START EXCERPTED RECORDS
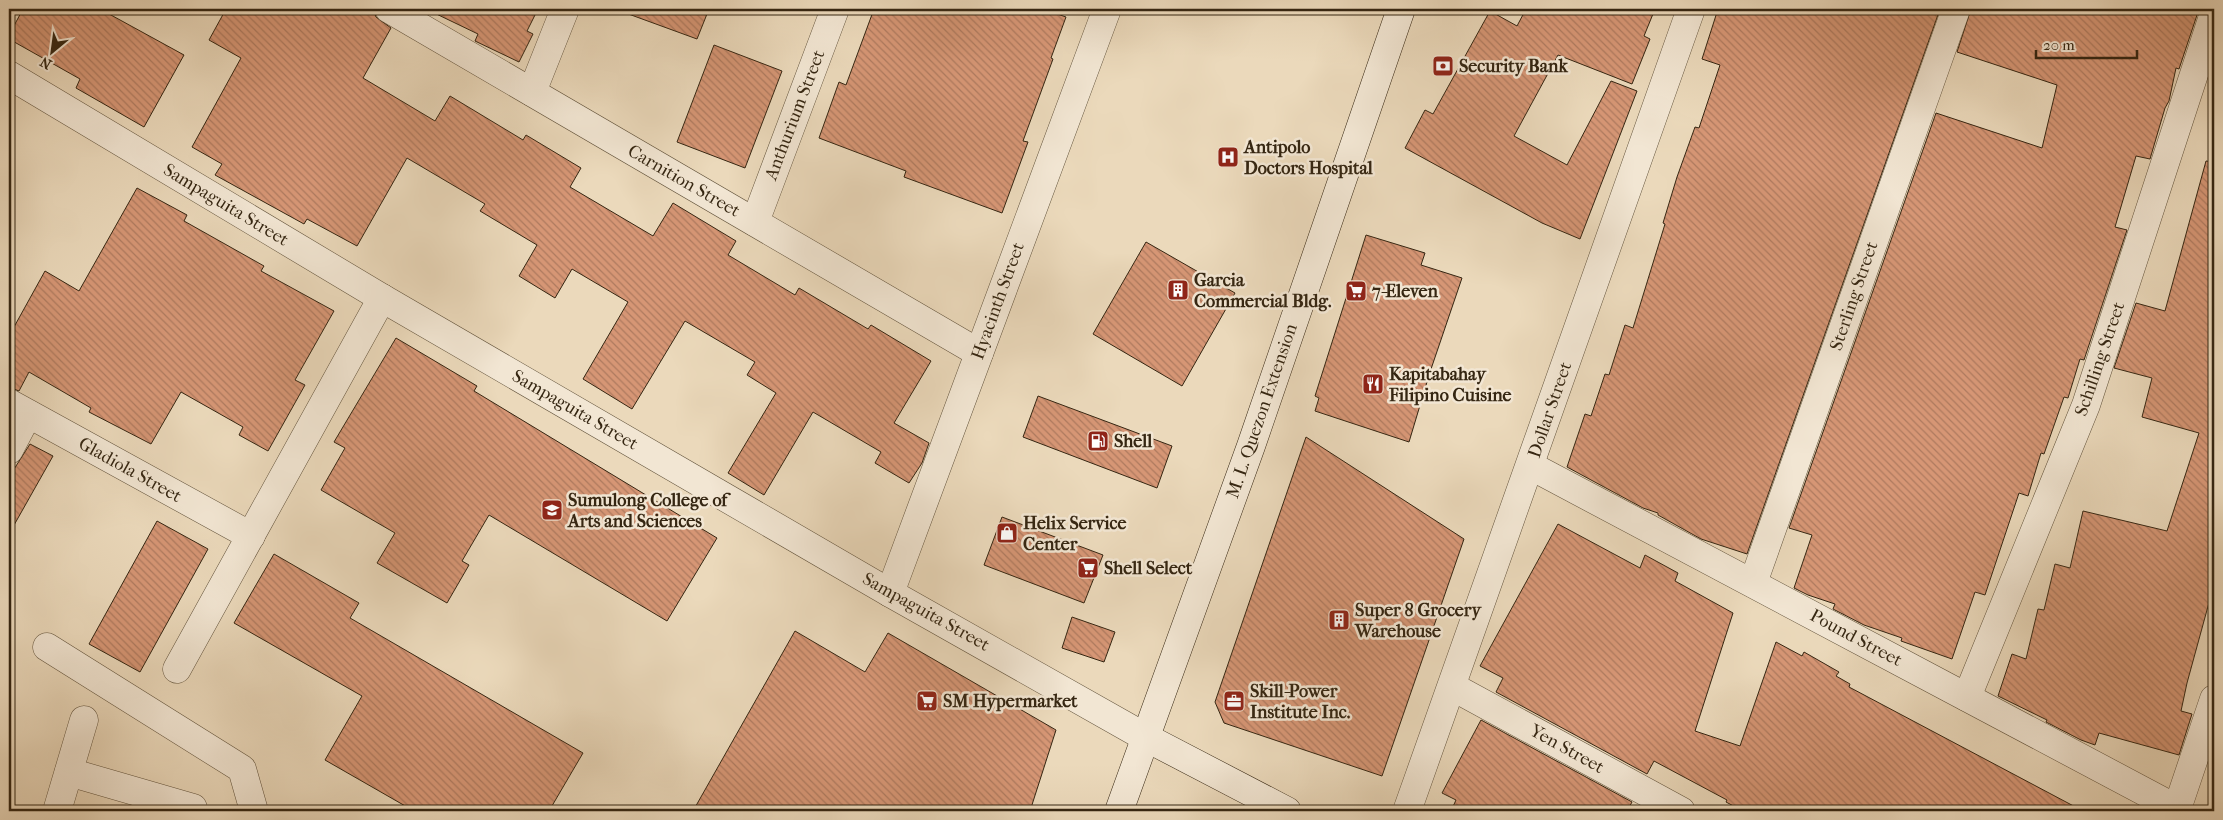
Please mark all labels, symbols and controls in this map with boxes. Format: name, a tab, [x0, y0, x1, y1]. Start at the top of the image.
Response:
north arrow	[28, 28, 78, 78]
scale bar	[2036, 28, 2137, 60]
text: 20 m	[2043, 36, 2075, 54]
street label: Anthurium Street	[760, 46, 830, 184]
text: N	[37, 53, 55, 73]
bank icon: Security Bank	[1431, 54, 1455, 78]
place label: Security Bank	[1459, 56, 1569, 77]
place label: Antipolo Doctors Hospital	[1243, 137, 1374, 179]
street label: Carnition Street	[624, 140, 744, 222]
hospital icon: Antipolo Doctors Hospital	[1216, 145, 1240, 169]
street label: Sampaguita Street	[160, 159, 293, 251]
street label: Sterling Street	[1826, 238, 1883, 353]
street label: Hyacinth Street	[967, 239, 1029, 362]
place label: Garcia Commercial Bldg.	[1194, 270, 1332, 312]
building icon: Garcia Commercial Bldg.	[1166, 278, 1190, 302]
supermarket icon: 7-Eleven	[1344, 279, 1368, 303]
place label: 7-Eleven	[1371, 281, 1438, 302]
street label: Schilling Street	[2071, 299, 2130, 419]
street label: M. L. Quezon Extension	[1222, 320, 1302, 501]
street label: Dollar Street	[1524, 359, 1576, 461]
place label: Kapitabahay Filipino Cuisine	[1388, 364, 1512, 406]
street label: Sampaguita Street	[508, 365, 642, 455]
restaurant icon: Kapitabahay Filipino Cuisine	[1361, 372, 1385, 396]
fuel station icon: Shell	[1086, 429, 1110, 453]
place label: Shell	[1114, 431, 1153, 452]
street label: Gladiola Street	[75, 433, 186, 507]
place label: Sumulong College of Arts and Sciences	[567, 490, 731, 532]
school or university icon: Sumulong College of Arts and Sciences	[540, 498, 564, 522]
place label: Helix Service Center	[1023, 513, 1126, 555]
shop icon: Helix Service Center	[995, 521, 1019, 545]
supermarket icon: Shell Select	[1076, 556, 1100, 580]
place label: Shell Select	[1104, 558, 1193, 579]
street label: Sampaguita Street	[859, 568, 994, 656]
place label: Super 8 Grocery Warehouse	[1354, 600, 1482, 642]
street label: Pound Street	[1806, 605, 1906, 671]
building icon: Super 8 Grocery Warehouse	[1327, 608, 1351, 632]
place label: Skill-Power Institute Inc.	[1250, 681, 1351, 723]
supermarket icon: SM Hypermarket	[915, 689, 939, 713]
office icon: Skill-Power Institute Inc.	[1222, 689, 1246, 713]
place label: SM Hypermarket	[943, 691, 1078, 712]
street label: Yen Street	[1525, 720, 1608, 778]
END EXCERPTED RECORDS
**HOW TO COMPLETE THIS TASK**
The data is to be restated word for word, with any pictures set aside.

**EXERCISE SOLUTION**
Please mark all labels, symbols and controls in this map with boxes. Format: name, a tab, [x0, y0, x1, y1]. Start at the top of the image.
Response:
north arrow	[28, 28, 78, 78]
scale bar	[2036, 28, 2137, 60]
text: 20 m	[2043, 36, 2075, 54]
street label: Anthurium Street	[760, 46, 830, 184]
text: N	[37, 53, 55, 73]
bank icon: Security Bank	[1431, 54, 1455, 78]
place label: Security Bank	[1459, 56, 1569, 77]
place label: Antipolo Doctors Hospital	[1243, 137, 1374, 179]
street label: Carnition Street	[624, 140, 744, 222]
hospital icon: Antipolo Doctors Hospital	[1216, 145, 1240, 169]
street label: Sampaguita Street	[160, 159, 293, 251]
street label: Sterling Street	[1826, 238, 1883, 353]
street label: Hyacinth Street	[967, 239, 1029, 362]
place label: Garcia Commercial Bldg.	[1194, 270, 1332, 312]
building icon: Garcia Commercial Bldg.	[1166, 278, 1190, 302]
supermarket icon: 7-Eleven	[1344, 279, 1368, 303]
place label: 7-Eleven	[1371, 281, 1438, 302]
street label: Schilling Street	[2071, 299, 2130, 419]
street label: M. L. Quezon Extension	[1222, 320, 1302, 501]
street label: Dollar Street	[1524, 359, 1576, 461]
place label: Kapitabahay Filipino Cuisine	[1388, 364, 1512, 406]
street label: Sampaguita Street	[508, 365, 642, 455]
restaurant icon: Kapitabahay Filipino Cuisine	[1361, 372, 1385, 396]
fuel station icon: Shell	[1086, 429, 1110, 453]
place label: Shell	[1114, 431, 1153, 452]
street label: Gladiola Street	[75, 433, 186, 507]
place label: Sumulong College of Arts and Sciences	[567, 490, 731, 532]
school or university icon: Sumulong College of Arts and Sciences	[540, 498, 564, 522]
place label: Helix Service Center	[1023, 513, 1126, 555]
shop icon: Helix Service Center	[995, 521, 1019, 545]
supermarket icon: Shell Select	[1076, 556, 1100, 580]
place label: Shell Select	[1104, 558, 1193, 579]
street label: Sampaguita Street	[859, 568, 994, 656]
place label: Super 8 Grocery Warehouse	[1354, 600, 1482, 642]
street label: Pound Street	[1806, 605, 1906, 671]
building icon: Super 8 Grocery Warehouse	[1327, 608, 1351, 632]
place label: Skill-Power Institute Inc.	[1250, 681, 1351, 723]
supermarket icon: SM Hypermarket	[915, 689, 939, 713]
office icon: Skill-Power Institute Inc.	[1222, 689, 1246, 713]
place label: SM Hypermarket	[943, 691, 1078, 712]
street label: Yen Street	[1525, 720, 1608, 778]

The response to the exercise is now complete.